Comment s'organise ce dialogue en classe ? L'enseignement de la philosophie aux enfants propose d'élargir le modèle du dialogue socratique à la classe, organisant ainsi régulièrement des discussions où se construisent progressivement plusieurs argumentations. À partir d'un support approprié à la compréhension des élèves, comme par exemple un extrait de bande dessinée, un chapitre de roman, l'extrait d'un film, le texte d'une chanson ou encore un fait divers populaire, l'enseignant leur propose une série de problèmes sur lesquels ils doivent s'exprimer et justifier leur opinion. L'enseignant assume dés lors le rôle de Socrate. Il s'agit donc d'élargir le cercle des participants, alors que les règles de participation au dialogue socratique ont été conservées. Et c'est précisément parce que les règles de la discussion philosophique sont celles du dialogue socratique que cette discussion se distingue d'une discussion ordinaire. Outre cet élargissement du modèle du dialogue socratique, on peut remarquer que la philosophie pour enfants emprunte à l'Antiquité sa conception de la philosophie : il ne s'agit pas d'apprendre aux enfants l'histoire de la philosophie mais bien de leur apprendre à philosopher.
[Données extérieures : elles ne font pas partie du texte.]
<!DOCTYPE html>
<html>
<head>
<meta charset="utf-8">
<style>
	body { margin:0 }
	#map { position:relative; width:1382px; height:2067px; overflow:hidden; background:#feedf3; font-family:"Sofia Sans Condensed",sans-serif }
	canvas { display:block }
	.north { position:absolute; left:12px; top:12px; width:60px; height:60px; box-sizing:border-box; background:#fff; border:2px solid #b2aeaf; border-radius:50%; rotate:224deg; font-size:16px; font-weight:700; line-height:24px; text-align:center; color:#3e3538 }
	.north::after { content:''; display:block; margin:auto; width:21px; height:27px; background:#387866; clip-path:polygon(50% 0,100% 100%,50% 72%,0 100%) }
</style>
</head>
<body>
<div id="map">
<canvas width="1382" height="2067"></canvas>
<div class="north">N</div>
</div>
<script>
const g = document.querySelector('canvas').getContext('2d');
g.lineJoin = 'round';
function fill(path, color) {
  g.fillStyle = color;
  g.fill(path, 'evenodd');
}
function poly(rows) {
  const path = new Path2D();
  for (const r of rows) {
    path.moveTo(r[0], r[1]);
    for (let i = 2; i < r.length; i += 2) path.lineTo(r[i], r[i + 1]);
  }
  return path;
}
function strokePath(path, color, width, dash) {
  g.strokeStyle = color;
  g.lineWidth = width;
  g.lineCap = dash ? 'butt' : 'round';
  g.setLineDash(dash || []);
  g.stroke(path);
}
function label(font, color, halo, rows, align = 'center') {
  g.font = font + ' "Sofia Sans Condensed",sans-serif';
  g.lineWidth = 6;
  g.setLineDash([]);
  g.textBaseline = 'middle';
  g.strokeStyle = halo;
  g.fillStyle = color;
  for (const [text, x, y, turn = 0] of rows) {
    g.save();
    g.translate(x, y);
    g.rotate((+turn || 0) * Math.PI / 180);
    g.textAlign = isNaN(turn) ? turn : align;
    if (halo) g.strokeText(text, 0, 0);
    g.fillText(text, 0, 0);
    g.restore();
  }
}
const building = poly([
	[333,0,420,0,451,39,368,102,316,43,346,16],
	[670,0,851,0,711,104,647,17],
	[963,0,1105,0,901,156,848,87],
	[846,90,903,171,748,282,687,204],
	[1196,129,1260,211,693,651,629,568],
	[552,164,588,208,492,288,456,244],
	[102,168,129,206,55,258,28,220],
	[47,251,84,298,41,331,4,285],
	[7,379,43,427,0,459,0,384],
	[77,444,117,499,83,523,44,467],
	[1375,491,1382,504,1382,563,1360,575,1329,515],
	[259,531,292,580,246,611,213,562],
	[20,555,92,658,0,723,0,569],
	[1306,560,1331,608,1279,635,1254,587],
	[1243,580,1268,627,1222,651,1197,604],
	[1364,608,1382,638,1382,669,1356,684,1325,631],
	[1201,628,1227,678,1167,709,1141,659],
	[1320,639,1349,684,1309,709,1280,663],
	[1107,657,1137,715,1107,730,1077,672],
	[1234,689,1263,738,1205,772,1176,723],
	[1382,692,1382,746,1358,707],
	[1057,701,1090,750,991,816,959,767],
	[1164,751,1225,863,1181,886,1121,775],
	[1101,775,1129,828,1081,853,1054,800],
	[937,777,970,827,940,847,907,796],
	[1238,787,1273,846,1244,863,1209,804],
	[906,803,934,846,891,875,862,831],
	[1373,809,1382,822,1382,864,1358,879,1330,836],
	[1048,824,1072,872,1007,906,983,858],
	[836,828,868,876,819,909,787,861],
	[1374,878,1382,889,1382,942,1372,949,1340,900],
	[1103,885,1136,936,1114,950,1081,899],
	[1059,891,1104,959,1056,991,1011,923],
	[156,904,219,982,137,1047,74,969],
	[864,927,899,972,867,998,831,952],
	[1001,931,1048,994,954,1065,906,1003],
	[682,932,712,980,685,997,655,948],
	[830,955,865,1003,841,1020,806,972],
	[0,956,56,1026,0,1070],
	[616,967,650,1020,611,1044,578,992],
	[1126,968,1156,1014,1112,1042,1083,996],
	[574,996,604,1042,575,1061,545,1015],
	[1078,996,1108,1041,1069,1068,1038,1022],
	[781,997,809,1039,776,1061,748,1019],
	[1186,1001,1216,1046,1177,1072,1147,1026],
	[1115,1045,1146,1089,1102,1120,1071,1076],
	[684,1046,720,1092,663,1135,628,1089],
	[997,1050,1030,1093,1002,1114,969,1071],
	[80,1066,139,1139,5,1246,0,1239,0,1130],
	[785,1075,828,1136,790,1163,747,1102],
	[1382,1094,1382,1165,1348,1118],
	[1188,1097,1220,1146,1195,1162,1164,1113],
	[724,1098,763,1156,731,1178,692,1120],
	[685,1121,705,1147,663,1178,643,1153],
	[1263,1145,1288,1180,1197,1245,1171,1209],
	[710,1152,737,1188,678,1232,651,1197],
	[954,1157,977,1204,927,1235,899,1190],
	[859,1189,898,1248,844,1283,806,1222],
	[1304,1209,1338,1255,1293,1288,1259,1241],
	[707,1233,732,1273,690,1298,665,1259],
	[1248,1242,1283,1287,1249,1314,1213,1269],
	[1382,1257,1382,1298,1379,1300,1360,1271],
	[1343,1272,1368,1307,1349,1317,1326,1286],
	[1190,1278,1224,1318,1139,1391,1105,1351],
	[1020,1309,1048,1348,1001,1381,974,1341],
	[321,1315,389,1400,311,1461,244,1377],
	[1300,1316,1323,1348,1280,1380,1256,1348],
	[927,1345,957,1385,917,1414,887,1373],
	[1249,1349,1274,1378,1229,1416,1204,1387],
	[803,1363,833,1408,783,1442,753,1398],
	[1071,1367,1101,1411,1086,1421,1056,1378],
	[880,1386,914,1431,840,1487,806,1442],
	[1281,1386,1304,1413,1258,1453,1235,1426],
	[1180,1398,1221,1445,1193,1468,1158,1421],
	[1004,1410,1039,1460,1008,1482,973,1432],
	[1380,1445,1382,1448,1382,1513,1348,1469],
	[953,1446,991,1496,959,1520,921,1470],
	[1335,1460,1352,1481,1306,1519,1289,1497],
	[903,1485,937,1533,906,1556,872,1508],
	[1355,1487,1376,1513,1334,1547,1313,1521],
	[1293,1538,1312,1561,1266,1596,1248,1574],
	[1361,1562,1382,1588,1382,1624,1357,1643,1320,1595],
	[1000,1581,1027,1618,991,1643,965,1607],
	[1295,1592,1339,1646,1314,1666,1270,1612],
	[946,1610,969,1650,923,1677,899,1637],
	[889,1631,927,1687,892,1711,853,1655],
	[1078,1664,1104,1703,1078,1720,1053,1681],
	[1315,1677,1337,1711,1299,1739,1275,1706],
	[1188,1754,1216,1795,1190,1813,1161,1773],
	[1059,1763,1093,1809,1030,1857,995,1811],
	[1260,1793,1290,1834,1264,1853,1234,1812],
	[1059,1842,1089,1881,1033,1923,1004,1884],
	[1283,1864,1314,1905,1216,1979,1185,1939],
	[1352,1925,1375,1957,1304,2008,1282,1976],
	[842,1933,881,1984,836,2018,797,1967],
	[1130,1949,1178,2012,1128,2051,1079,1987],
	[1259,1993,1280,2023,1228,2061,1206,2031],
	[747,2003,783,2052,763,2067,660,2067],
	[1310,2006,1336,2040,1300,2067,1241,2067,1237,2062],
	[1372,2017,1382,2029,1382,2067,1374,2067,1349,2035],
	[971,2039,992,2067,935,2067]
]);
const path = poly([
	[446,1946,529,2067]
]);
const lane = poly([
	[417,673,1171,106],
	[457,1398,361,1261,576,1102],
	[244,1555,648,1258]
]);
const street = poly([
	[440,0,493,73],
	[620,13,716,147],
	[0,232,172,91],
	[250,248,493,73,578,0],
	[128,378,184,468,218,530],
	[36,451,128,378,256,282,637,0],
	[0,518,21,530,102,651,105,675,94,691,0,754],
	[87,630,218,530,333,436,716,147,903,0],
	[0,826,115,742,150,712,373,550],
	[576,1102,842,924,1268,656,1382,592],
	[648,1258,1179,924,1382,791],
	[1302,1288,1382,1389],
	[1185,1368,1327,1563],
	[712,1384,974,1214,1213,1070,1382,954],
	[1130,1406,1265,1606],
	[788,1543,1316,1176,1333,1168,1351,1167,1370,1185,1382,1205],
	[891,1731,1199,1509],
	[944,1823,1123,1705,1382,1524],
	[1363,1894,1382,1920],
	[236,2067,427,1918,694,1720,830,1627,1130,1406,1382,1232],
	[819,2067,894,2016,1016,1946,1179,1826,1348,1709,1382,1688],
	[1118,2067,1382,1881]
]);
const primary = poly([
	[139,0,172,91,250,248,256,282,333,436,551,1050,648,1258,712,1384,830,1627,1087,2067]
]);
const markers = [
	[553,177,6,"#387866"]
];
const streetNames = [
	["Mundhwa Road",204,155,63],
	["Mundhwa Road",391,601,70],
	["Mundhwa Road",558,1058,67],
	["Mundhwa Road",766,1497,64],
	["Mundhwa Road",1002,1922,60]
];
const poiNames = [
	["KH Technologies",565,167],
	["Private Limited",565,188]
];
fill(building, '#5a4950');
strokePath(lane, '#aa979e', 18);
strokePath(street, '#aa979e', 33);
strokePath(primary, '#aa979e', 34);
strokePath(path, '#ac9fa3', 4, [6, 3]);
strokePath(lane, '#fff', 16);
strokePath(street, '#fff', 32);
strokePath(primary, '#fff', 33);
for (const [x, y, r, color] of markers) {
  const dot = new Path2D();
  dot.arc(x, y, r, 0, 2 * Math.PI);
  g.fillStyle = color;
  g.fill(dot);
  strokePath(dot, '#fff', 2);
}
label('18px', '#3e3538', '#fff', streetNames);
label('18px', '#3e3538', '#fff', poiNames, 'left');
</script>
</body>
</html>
Pour éclaircir le processus par lequel autrui devient le médiateur de tout progrès de la pensée, nous pouvons nous référer aux travaux de Jean Piaget.
Environnement et raisonnement
Dans son étude sur Le jugement et le raisonnement chez l'enfant, Jean Piaget remarque que le développement du raisonnement est fonction du degré de socialisation de l'enfant. Car ce n'est que dans le dialogue avec autrui que la pensée de l'enfant sort de son égocentrisme premier pour produire une argumentation convaincante : " Le raisonnement est toujours une démonstration ; si donc l'enfant reste longtemps étranger au besoin de démontrer, il va de soi que sa manière de raisonner s'en ressentira ".
La pensée égocentrique est celle qui ne ressentant pas le besoin faire la preuve de ce qu'elle avance, pose également que sa pensée est évidente pour tous. C'est une pensée qui n'a encore pris conscience ni de la singularité de sa propre pensée, ni de celle des autres pensées. Pour développer le raisonnement de l'enfant, il faut donc l'obliger à sortir de cette égocentricité et à se frotter à la pensée d'autrui : " Le principal facteur qui pousse l'enfant à prendre conscience de lui et des motifs qui le déterminent, c'est le contact et surtout l'opposition avec la pensée des autres ". Autrui apparaît comme le médiateur de la conscience que nous avons de nous-mêmes, conscience qui se développe proportionnellement à la conscience que nous prenons de la singularité d'autrui. Cette prise de conscience de soi-même et de l'autre ne se réalise que dans une rencontre discursive où un discours s'oppose à un autre discours, ou du moins remet en cause sa pertinence.
La socialisation de l'enfant est donc présentée comme la condition de possibilité du développement du raisonnement de l'enfant : " Le besoin de démonstration (...) est un produit de la vie sociale. La démonstration est née de la discussion et du besoin de convaincre ". Or, l'enseignement de philosophie aux enfants propose précisément d'organiser cette rencontre discursive avec l'autre et de lui aménager un espace où elle bénéficie d'un temps nécessaire pour que chacun ait la possibilité d'être interpellé par une pensée étrangère et ainsi prendre conscience de lui-même et de la nécessité de se justifier.
Mais comment se positionne ce développement du raisonnement par rapport aux concepts d'" habitude " et de " compétence " ?
Habitude et compétence
Plus que de permettre aux enfants de raffiner leur raisonnement, l'apprentissage du philosopher prétend surtout leur faire contracter une " habitude " intellectuelle : celle qui consiste à examiner de manière critique et à chercher les solutions rationnelles à un problème donné. Car apprendre à philosopher n'est pas un exercice à finalité scolaire, mais existentielle : on ne devient pas compétent en philosophie mais philosophe soi-même.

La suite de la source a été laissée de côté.